In the above configuration, first, the parts feeder is operated by the control device 20. When the center position of a predetermined container 18 placed on the mounting table 17 of the parts feeder reaches the position where the powder or granular material falls from the hopper 19, the position sensor 22 detects the position and sends a signal to the control device 20. input. Based on this signal, the control device 20 opens the switch 24 of the AC power source 23 to stop the operation of the vibration unit (IA), and the container 18
stop moving and place it in a predetermined position. This movement stop signal is input to the control device 21, and the control device 21 uses this signal to close another switch 25 of the AC power source 23.

As a result, the vibration unit IB of the feeder for discharging powder and granular materials is activated, and the powder and granular materials 26 filled in the hopper 19 are sequentially discharged. The discharged powder and granular material is dropped and filled into a container 18 located directly below it. The discharge amount of this powder and granular material 26 is measured by a load cell 27, and a trace amount thereof is constantly collected by a control device 21.
is input. When the reduced amount reaches a predetermined amount, the control '4'lrJ device 21 opens the switch 25 to stop the operation of the vibration unit IB and stop discharging the granular material. The vibration feeder deactivation signal is in turn input to the controller 20 to activate the parts feeder and move the next container 18 to a predetermined position. By performing the above operations alternately, each container is filled with a predetermined amount of granular material.

Although the above configurations all adopt a method of applying AC voltage to the vibration unit, it is of course possible to generate vibration by intermittently supplying electric power in the form of pulses. It is.

〔effect〕

As the configuration of the present invention has been specifically explained above, the vibration generator is lightweight and has a large horizontal vibration component, and is configured to be unitized so that it can be combined with various members, thereby achieving versatility. Since this is a vibration unit as a vibration source with increased vibration and a device using this vibration unit, it can be used in a wide variety of applications by combining the vibration unit and various members.

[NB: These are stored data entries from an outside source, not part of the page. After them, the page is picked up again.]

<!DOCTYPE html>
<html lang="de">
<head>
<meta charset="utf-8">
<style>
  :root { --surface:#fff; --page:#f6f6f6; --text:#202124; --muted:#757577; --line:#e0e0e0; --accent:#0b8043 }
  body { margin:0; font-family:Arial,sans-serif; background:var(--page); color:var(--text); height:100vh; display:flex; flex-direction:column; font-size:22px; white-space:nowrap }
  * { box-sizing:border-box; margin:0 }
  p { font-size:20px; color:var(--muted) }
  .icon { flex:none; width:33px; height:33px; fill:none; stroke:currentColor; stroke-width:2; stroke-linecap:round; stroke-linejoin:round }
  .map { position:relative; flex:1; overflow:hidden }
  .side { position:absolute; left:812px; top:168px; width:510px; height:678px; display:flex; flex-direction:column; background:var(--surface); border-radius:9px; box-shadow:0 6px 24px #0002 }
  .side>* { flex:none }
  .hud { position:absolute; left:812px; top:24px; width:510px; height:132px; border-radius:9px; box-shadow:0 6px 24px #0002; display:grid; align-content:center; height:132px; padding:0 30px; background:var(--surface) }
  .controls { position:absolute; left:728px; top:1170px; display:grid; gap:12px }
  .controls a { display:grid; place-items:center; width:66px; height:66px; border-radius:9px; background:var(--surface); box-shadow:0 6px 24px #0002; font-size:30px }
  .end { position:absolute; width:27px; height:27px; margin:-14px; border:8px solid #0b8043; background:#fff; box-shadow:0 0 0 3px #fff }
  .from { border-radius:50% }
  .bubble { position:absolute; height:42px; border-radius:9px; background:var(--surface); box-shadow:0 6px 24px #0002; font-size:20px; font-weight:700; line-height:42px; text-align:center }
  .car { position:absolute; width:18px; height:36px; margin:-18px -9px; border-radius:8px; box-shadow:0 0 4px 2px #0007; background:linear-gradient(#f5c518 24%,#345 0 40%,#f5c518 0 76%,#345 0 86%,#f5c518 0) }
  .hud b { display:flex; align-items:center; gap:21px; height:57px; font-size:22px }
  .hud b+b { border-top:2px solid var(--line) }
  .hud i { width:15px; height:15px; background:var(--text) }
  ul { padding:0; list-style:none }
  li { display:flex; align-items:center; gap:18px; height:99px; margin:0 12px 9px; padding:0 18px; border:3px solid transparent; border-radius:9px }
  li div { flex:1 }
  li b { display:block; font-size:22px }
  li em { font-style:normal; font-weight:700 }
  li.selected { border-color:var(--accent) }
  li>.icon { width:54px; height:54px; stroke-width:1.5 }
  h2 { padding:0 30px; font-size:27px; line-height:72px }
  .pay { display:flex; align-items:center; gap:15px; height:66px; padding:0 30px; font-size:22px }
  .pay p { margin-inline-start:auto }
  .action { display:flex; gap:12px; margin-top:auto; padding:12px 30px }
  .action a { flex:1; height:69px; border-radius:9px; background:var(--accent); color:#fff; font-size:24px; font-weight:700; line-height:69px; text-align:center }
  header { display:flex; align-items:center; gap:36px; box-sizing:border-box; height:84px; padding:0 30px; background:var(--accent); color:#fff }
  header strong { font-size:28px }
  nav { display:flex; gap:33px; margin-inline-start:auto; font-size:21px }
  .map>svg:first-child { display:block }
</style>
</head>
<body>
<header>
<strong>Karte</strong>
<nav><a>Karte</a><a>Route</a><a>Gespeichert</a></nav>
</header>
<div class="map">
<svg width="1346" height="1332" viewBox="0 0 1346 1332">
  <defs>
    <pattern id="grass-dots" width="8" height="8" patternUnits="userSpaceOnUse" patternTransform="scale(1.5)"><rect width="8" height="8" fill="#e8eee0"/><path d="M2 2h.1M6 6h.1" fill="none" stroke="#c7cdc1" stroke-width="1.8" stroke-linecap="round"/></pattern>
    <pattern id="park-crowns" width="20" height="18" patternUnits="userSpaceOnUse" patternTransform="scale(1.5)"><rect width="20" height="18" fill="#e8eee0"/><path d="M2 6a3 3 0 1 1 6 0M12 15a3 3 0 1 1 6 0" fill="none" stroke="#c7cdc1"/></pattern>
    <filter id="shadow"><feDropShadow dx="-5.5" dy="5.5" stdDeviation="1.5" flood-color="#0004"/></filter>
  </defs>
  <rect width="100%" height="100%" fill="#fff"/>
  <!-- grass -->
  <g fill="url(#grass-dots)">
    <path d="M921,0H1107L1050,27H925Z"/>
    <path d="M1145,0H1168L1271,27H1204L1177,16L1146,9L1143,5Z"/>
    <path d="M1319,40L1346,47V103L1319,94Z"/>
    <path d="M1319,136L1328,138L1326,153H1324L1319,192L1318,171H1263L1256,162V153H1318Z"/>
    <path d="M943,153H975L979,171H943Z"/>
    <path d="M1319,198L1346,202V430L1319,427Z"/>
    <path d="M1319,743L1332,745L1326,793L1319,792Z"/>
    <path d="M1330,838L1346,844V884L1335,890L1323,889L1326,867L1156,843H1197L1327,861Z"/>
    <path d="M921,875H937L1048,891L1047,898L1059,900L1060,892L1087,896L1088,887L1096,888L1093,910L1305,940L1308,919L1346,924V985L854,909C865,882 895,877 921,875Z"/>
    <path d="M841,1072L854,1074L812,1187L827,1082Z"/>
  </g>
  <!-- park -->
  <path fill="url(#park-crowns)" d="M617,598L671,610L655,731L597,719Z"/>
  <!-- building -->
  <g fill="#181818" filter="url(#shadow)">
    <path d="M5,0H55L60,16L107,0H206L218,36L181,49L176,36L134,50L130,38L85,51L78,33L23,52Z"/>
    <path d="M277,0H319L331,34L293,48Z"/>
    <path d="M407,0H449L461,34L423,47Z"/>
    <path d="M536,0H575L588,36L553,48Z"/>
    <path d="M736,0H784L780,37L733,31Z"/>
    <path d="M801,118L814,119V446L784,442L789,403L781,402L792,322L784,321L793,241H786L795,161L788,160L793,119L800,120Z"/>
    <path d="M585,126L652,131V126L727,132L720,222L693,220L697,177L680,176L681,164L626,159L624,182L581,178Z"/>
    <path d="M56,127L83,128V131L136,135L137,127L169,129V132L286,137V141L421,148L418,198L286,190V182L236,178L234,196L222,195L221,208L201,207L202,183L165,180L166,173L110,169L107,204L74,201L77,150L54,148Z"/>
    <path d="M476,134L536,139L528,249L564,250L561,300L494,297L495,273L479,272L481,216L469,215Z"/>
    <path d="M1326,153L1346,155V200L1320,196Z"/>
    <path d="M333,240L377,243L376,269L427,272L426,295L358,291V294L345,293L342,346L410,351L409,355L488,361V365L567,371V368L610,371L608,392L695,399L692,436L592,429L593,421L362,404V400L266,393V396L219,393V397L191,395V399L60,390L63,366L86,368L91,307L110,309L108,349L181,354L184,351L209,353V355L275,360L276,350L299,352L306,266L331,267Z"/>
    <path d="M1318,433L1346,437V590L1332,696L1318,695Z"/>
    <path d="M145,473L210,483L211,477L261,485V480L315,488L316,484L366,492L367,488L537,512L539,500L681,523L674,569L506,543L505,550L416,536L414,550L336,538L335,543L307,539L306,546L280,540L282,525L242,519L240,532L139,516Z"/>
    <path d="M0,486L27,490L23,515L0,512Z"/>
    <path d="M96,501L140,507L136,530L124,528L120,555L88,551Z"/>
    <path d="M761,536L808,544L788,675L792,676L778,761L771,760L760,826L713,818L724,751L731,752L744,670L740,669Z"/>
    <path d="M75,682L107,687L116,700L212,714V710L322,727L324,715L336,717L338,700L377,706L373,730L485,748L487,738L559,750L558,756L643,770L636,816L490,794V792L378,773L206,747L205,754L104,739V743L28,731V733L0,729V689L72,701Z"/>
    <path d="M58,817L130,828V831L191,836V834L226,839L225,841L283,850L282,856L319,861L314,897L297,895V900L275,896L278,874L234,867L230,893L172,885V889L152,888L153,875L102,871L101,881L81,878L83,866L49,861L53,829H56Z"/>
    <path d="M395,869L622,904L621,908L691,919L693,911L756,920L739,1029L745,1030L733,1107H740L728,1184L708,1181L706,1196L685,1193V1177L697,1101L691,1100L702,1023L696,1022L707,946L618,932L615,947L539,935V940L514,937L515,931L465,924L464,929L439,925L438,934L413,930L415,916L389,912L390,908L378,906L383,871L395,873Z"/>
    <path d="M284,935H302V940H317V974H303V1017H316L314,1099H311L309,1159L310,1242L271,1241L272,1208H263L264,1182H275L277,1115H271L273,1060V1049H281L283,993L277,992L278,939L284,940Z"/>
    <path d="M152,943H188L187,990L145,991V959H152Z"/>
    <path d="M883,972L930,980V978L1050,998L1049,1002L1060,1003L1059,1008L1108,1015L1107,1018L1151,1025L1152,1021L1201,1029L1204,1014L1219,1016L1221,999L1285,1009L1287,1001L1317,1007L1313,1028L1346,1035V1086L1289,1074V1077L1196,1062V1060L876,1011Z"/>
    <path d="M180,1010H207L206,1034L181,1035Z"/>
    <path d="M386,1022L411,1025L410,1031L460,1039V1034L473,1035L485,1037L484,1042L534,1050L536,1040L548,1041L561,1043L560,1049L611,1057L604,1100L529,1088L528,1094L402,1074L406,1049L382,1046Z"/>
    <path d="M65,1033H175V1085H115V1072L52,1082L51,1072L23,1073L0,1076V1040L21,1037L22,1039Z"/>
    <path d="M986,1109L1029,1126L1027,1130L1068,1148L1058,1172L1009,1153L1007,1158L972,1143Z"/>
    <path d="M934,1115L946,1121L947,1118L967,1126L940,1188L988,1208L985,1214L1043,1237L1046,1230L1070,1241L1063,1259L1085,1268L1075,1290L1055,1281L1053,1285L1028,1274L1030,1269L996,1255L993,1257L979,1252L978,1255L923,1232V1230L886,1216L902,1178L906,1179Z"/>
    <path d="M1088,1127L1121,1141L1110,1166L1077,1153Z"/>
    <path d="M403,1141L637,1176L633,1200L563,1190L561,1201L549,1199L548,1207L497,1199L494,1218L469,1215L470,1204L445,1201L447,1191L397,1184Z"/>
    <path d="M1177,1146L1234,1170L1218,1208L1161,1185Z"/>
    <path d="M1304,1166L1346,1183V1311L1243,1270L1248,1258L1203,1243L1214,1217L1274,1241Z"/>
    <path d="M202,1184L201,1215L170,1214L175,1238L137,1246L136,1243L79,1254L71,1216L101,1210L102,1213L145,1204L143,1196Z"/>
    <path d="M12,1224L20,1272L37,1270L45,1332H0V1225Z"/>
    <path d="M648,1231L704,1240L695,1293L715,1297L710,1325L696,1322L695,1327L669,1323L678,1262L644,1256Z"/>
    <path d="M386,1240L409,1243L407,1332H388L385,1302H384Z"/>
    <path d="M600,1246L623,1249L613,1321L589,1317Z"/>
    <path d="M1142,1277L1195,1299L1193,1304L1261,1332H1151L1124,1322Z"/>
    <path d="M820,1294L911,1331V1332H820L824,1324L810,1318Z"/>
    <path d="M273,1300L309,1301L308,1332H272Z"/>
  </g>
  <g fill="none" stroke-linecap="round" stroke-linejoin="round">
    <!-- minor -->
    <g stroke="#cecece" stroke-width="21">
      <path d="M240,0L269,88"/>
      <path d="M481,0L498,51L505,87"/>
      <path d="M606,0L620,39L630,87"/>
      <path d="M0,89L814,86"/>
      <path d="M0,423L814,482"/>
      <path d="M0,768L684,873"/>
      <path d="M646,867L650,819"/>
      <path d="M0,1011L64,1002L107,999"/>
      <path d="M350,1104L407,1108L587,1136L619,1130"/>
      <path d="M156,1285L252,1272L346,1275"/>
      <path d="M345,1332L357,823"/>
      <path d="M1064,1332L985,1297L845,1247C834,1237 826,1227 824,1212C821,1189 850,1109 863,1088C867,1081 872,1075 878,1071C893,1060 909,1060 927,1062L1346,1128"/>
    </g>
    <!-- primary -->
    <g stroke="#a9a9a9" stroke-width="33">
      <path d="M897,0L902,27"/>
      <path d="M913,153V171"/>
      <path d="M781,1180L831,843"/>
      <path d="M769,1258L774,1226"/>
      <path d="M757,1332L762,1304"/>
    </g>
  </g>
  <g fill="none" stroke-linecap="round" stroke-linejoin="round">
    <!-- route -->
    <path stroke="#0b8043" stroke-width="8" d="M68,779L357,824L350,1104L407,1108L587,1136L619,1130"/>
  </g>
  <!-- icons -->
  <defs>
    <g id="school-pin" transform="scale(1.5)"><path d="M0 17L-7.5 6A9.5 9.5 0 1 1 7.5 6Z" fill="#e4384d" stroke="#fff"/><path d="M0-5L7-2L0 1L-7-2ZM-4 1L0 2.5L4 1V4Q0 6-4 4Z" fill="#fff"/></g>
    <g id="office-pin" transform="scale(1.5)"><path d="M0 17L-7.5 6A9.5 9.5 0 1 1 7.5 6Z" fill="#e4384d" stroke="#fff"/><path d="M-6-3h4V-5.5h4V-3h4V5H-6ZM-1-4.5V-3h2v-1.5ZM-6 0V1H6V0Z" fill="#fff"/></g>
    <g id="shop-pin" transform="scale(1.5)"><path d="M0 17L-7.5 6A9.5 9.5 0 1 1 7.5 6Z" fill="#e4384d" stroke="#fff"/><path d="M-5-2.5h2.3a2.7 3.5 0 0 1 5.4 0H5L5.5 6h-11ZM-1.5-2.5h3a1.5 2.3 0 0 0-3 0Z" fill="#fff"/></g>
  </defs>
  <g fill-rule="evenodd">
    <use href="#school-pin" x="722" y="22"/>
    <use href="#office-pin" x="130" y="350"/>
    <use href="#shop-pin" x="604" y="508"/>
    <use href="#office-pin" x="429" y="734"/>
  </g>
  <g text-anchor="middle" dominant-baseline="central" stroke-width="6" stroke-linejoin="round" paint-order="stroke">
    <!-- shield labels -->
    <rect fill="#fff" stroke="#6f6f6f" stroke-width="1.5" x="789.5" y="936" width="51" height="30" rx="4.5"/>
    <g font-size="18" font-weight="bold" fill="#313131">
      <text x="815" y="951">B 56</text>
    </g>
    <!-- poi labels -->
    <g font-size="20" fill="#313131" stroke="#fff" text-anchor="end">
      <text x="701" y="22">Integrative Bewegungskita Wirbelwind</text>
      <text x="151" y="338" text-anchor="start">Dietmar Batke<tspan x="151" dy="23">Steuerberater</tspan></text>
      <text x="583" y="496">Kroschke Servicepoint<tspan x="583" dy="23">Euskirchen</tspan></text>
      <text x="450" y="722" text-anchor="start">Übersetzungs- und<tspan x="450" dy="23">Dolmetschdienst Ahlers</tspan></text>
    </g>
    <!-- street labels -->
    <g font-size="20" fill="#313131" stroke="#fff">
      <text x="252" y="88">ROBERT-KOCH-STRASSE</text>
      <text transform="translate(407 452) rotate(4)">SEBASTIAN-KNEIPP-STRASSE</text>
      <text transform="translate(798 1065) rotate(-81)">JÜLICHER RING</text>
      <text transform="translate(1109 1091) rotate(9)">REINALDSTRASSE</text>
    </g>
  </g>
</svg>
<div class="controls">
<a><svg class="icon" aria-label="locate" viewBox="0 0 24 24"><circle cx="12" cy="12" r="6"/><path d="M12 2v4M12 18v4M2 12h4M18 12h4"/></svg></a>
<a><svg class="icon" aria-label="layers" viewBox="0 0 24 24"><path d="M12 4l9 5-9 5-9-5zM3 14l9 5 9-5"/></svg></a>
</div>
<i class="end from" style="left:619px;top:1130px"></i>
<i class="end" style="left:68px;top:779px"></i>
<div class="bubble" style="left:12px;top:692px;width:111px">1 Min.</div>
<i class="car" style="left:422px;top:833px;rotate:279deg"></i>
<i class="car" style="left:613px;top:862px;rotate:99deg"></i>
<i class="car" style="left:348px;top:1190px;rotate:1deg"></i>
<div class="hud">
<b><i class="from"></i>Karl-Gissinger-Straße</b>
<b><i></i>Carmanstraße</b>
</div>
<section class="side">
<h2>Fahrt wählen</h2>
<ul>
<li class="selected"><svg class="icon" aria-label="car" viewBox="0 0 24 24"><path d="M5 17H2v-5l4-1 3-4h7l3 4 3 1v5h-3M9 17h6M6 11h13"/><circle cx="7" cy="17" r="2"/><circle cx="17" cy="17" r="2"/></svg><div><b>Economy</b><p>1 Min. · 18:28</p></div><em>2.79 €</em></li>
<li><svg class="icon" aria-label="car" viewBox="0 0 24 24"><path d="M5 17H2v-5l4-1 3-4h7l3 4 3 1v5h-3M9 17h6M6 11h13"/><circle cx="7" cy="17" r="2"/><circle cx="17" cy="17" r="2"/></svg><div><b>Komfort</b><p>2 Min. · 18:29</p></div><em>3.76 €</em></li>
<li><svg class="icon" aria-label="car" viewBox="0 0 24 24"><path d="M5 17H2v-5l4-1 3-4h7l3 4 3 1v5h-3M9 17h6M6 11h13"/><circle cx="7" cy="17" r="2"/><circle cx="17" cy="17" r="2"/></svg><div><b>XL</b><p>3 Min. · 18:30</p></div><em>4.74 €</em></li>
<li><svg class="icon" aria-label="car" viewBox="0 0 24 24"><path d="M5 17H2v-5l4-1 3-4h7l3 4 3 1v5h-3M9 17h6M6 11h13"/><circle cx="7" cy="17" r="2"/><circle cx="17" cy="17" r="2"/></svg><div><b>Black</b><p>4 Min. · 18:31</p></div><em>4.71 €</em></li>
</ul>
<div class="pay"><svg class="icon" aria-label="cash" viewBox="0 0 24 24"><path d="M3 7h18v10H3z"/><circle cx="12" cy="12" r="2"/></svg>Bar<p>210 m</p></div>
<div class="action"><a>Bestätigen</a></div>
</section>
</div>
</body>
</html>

Furthermore, since the vibration unit itself is small and lightweight, the entire constructed device can be made smaller without deteriorating the performance of the device.

[Brief explanation of the drawing]

Fig. 1 is a longitudinal sectional view of a vibration unit showing an embodiment of the present invention, Fig. 2 is a sectional view taken along line A-A in Fig. 1, Fig. 3 is a detailed view of section B in Fig. 1, and Fig. 4 5 is a diagram showing a configuration in which a vibration unit is used as a vibration source of a parts feeder, and FIG. 5 is a control system diagram of an apparatus combining a powder discharge feeder and a parts feeder. 1... Vibration unit 2... Vibration frame 3a, 3b.
...temporary spring 8...electromagnetic coil 10...actuating body support shaft 11...actuating body 14.19...hopper
17... Parts mounting table Figure 1 Figure 2

Claims (3)

[Claims] (1) An electromagnetic coil, an actuating body located opposite to this electromagnetic coil, a vibrating frame connected directly or indirectly to this actuating body, an elastic body supporting this vibrating frame, and an electromagnetic coil intermittently By comprising means for controlling the generation of magnetic force, the vibrating frame is vibrated by the intermittent attractive force of the electromagnetic coil and the elasticity of the elastic body, and various vibrating members are attached to the vibrating frame side. A vibration unit characterized by being configured to be connectable. (2) A vibrating device using a vibrating unit, characterized in that a hopper for filling and discharging powder and granular material is attached to the vibrating unit, and the entire device is configured as a feeder for discharging powder and granular material. (3) A mounting table is attached to the vibration unit, and the mounting table is configured as a parts feeder by filling and discharging various small parts, etc. A vibration device using a vibration unit.